At that point, I decided to focus on the suds and let the mystery of adding 1 via billions of operations for another day.


I came back to it during another soaking session:

By default, it was bombarding me with concepts faster than my brain could hang on in my relaxed state. However, after asking it to go slower, it seemed to give me the silent treatment. After a dozen seconds of silence (giving me, a slow human, an opportunity to catch up??) it came back and we explored some concepts:

To be honest - I was a bit surprised that it didn't tell me my matho-babble didn't really mean anything, but it seemed to grok what I meant and I was satisfied that I had put my bathing time to good use. My mental model at that point was inspired by trellis encoding of dial-up modems

The way bytes were superposed onto the same signal in order to achieve maximum acoustic throughput was an analogue of how I saw the massive matrix operations on the simultaneous transformer inputs, so I was trying to confirm it with ChatGPT.

Flattery will get you everywhere!

One day I saw a pundit on Youtube advancing that AI translation algorithms had greatly benefitted by the discovery of the Aymara language, which was reputed to have such a singularly mathematical nature that it was probably the creation of a lost advanced civilisation. Later, as I soaked in steaming hot water, my curiosity about the Aymara language and its link to AI and ancient lost civilizations came to me.

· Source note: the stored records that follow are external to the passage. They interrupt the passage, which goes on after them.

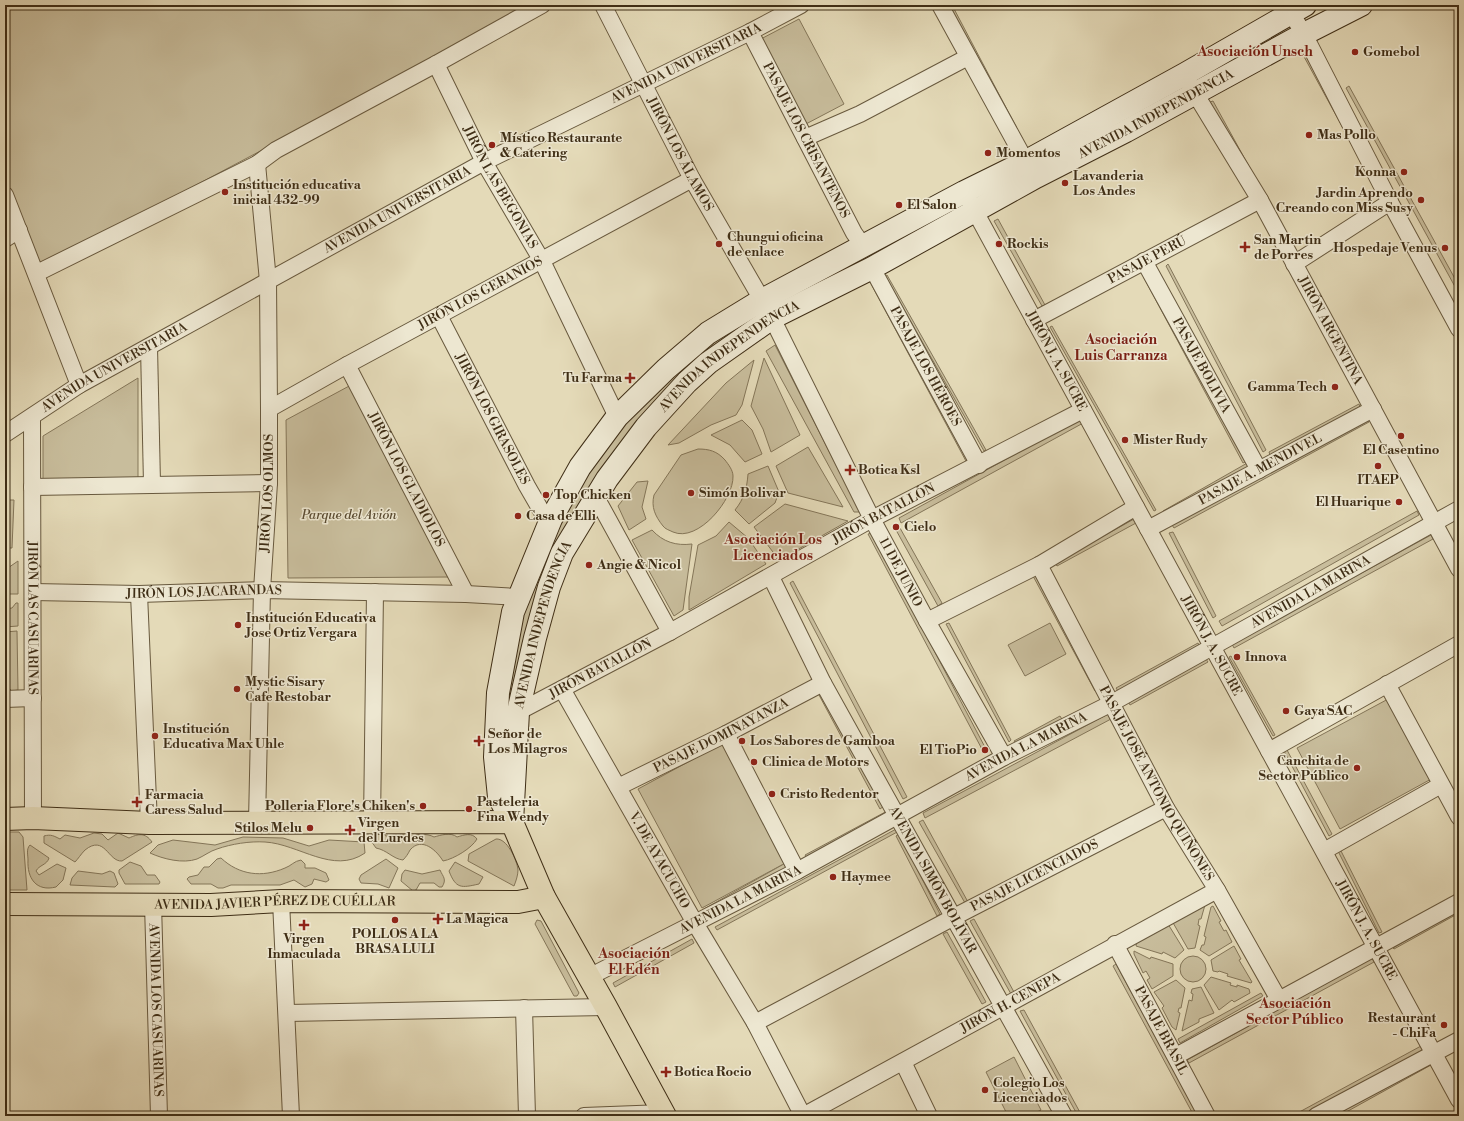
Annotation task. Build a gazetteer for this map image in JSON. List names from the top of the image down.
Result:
{
  "streets": {
    "highway": ["AVENIDA JAVIER PÉREZ DE CUÉLLAR"],
    "street": [
      "AVENIDA UNIVERSITARIA",
      "AVENIDA INDEPENDENCIA",
      "PASAJE LOS CRISANTENOS",
      "JIRÓN LOS ÁLAMOS",
      "JIRÓN LAS BEGONIAS",
      "PASAJE PERÚ",
      "JIRÓN LOS GERANIOS",
      "JIRÓN ARGENTINA",
      "JIRÓN J. A. SUCRE",
      "PASAJE BOLIVIA",
      "PASAJE LOS HÉROES",
      "JIRÓN LOS GIRASOLES",
      "PASAJE A. MENDIVEL",
      "JIRÓN LOS GLADIOLOS",
      "JIRÓN LOS OLMOS",
      "JIRÓN BATALLÓN",
      "11 DE JUNIO",
      "JIRÓN LOS JACARANDAS",
      "AVENIDA LA MARINA",
      "JIRÓN LAS CASUARINAS",
      "PASAJE DOMINAYANZA",
      "PASAJE JOSÉ ANTONIO QUIÑONES",
      "V. DE AYACUCHO",
      "PASAJE LICENCIADOS",
      "AVENIDA SIMÓN BOLÍVAR",
      "JIRÓN H. CENEPA",
      "AVENIDA LOS CASUARINAS",
      "PASAJE BRASIL"
    ]
  },
  "crossings": [
    ["AVENIDA UNIVERSITARIA", "PASAJE LOS CRISANTENOS"],
    ["AVENIDA UNIVERSITARIA", "JIRÓN LOS ÁLAMOS"],
    ["AVENIDA UNIVERSITARIA", "JIRÓN LAS BEGONIAS"],
    ["AVENIDA UNIVERSITARIA", "JIRÓN LOS OLMOS"],
    ["AVENIDA UNIVERSITARIA", "JIRÓN LAS CASUARINAS"],
    ["AVENIDA INDEPENDENCIA", "PASAJE LOS CRISANTENOS"],
    ["AVENIDA INDEPENDENCIA", "JIRÓN LOS ÁLAMOS"],
    ["AVENIDA INDEPENDENCIA", "JIRÓN LAS BEGONIAS"],
    ["AVENIDA INDEPENDENCIA", "JIRÓN ARGENTINA"],
    ["AVENIDA INDEPENDENCIA", "JIRÓN J. A. SUCRE"],
    ["AVENIDA INDEPENDENCIA", "PASAJE LOS HÉROES"],
    ["AVENIDA INDEPENDENCIA", "JIRÓN LOS GIRASOLES"],
    ["AVENIDA INDEPENDENCIA", "JIRÓN BATALLÓN"],
    ["AVENIDA INDEPENDENCIA", "11 DE JUNIO"],
    ["AVENIDA INDEPENDENCIA", "JIRÓN LOS JACARANDAS"],
    ["JIRÓN LOS ÁLAMOS", "JIRÓN LOS GERANIOS"],
    ["JIRÓN LOS ÁLAMOS", "11 DE JUNIO"],
    ["JIRÓN LAS BEGONIAS", "JIRÓN LOS GERANIOS"],
    ["PASAJE PERÚ", "JIRÓN ARGENTINA"],
    ["PASAJE PERÚ", "JIRÓN J. A. SUCRE"],
    ["PASAJE PERÚ", "PASAJE BOLIVIA"],
    ["JIRÓN LOS GERANIOS", "JIRÓN LOS GIRASOLES"],
    ["JIRÓN LOS GERANIOS", "JIRÓN LOS GLADIOLOS"],
    ["JIRÓN LOS GERANIOS", "JIRÓN LOS OLMOS"],
    ["JIRÓN ARGENTINA", "PASAJE A. MENDIVEL"],
    ["JIRÓN ARGENTINA", "AVENIDA LA MARINA"],
    ["JIRÓN J. A. SUCRE", "PASAJE A. MENDIVEL"],
    ["JIRÓN J. A. SUCRE", "JIRÓN BATALLÓN"],
    ["JIRÓN J. A. SUCRE", "AVENIDA LA MARINA"],
    ["PASAJE BOLIVIA", "PASAJE A. MENDIVEL"],
    ["PASAJE LOS HÉROES", "JIRÓN BATALLÓN"],
    ["JIRÓN LOS GLADIOLOS", "JIRÓN LOS JACARANDAS"],
    ["JIRÓN LOS OLMOS", "JIRÓN LOS JACARANDAS"],
    ["JIRÓN BATALLÓN", "11 DE JUNIO"],
    ["JIRÓN BATALLÓN", "V. DE AYACUCHO"],
    ["JIRÓN BATALLÓN", "AVENIDA SIMÓN BOLÍVAR"],
    ["11 DE JUNIO", "AVENIDA LA MARINA"],
    ["JIRÓN LOS JACARANDAS", "JIRÓN LAS CASUARINAS"],
    ["AVENIDA LA MARINA", "PASAJE JOSÉ ANTONIO QUIÑONES"],
    ["AVENIDA LA MARINA", "V. DE AYACUCHO"],
    ["AVENIDA LA MARINA", "AVENIDA SIMÓN BOLÍVAR"],
    ["PASAJE DOMINAYANZA", "V. DE AYACUCHO"],
    ["PASAJE DOMINAYANZA", "AVENIDA SIMÓN BOLÍVAR"],
    ["PASAJE JOSÉ ANTONIO QUIÑONES", "PASAJE LICENCIADOS"],
    ["PASAJE JOSÉ ANTONIO QUIÑONES", "JIRÓN H. CENEPA"],
    ["V. DE AYACUCHO", "PASAJE LICENCIADOS"],
    ["V. DE AYACUCHO", "JIRÓN H. CENEPA"],
    ["PASAJE LICENCIADOS", "AVENIDA SIMÓN BOLÍVAR"],
    ["AVENIDA SIMÓN BOLÍVAR", "JIRÓN H. CENEPA"],
    ["AVENIDA JAVIER PÉREZ DE CUÉLLAR", "AVENIDA LOS CASUARINAS"],
    ["JIRÓN H. CENEPA", "PASAJE BRASIL"]
  ],
  "districts": [
    "Asociación Unsch",
    "Asociación Luis Carranza",
    "Asociación Los Licenciados",
    "Asociación El Edén",
    "Asociación Sector Público"
  ],
  "parks": ["Parque del Avión"],
  "places": {
    "other": [
      "Gomebol",
      "Mas Pollo",
      "Místico Restaurante & Catering",
      "Momentos",
      "Konna",
      "Lavanderia Los Andes",
      "Institución educativa inicial 432-99",
      "Jardin Aprendo Creando con Miss Susy",
      "El Salon",
      "Chungui oficina de enlace",
      "Rockis",
      "Hospedaje Venus",
      "Gamma Tech",
      "El Casentino",
      "Mister Rudy",
      "ITAEP",
      "Simón Bolivar",
      "Top Chicken",
      "El Huarique",
      "Casa de Elli",
      "Cielo",
      "Angie & Nicol",
      "Institución Educativa Jose Ortiz Vergara",
      "Innova",
      "Mystic Sisary Cafe Restobar",
      "Gaya SAC",
      "Institución Educativa Max Uhle",
      "Los Sabores de Gamboa",
      "El TioPio",
      "Clinica de Motors",
      "Canchita de Sector Público",
      "Cristo Redentor",
      "Polleria Flore's Chiken's",
      "Pasteleria Fina Wendy",
      "Stilos Melu",
      "Haymee",
      "POLLOS A LA BRASA LULI",
      "Restaurant - ChiFa",
      "Colegio Los Licenciados"
    ],
    "health": [
      "San Martin de Porres",
      "Tu Farma",
      "Botica Ksl",
      "Señor de Los Milagros",
      "Farmacia Caress Salud",
      "Virgen del Lurdes",
      "La Magica",
      "Virgen Inmaculada",
      "Botica Rocio"
    ]
  }
}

The vlogger had said that the language was organized in a series of matrices which had me puzzled.

I started slow - I didn't actually want to learn to speak it, just to grasp this notion that it was freakishly amenable to AI and therefore likely the product of the lost civilization of Mu or other atlantean peoples.

And soon I was trying my hand at constructing some Aymara sentences:

Eventually I got back to my original curiosity, which was how the language was reputedly organized algorithmically making it suitable for AI:

As a long-time observer of the "Ancient Aliens" grift, I should have know that the rumors of lost-civilisational parlance were likely exaggerated, however I did find this little exploration amusing.


As fun as this was, I assumed o1 when it came out would give me an enhanced entertainment experience. I was not disappointed.

I decided to revisit the infamous Monty Hall paradox, that I had written about earlier in my exploration of AI capabilities. At the time I was kicking the tires of GPT-4 - seems like ages ago...

In that episode, I had gotten to the point that GPT-4 admitted there was something fishy, but it wasn't able to turn its back on the collective misguided opinion that, Monty Hall having opened a door suddenly made it more likely that the other door was the one with the car.

I decided to see if o1, the most powerful model when it came out a few weeks ago, would be able to get to the bottom of this.

The key element in the commonly-held explanation of the Monty Hall problem is that Bayes' theorem applies: the act of opening a door reveals information that alters the probabilities of winning the game.

However, in my first attempt, the "Law of Total Probability" had nearly pushed GPT 4 over the edge, so I decided to have o1, Ph.D. in-a-box, confront the two.

After 18 seconds of cogitation, I got this cop-out:

So basically the same old handwaving that most know-it-alls parrot, except - longer, MUCH longer!

Finally!!!

A "beautiful example" of a snowjob, yeah! Admittedly, this o1 was brilliant in its output, though it was the same old baloney. I was annoyed and decided to push it to recant.

I decided to use my table with the 8 outcomes - surely the visual evidence would make it undeniable!


I'll spare you the overblown bla bla bla trying to deny the evidence of my eyes with some high-quality hand waving.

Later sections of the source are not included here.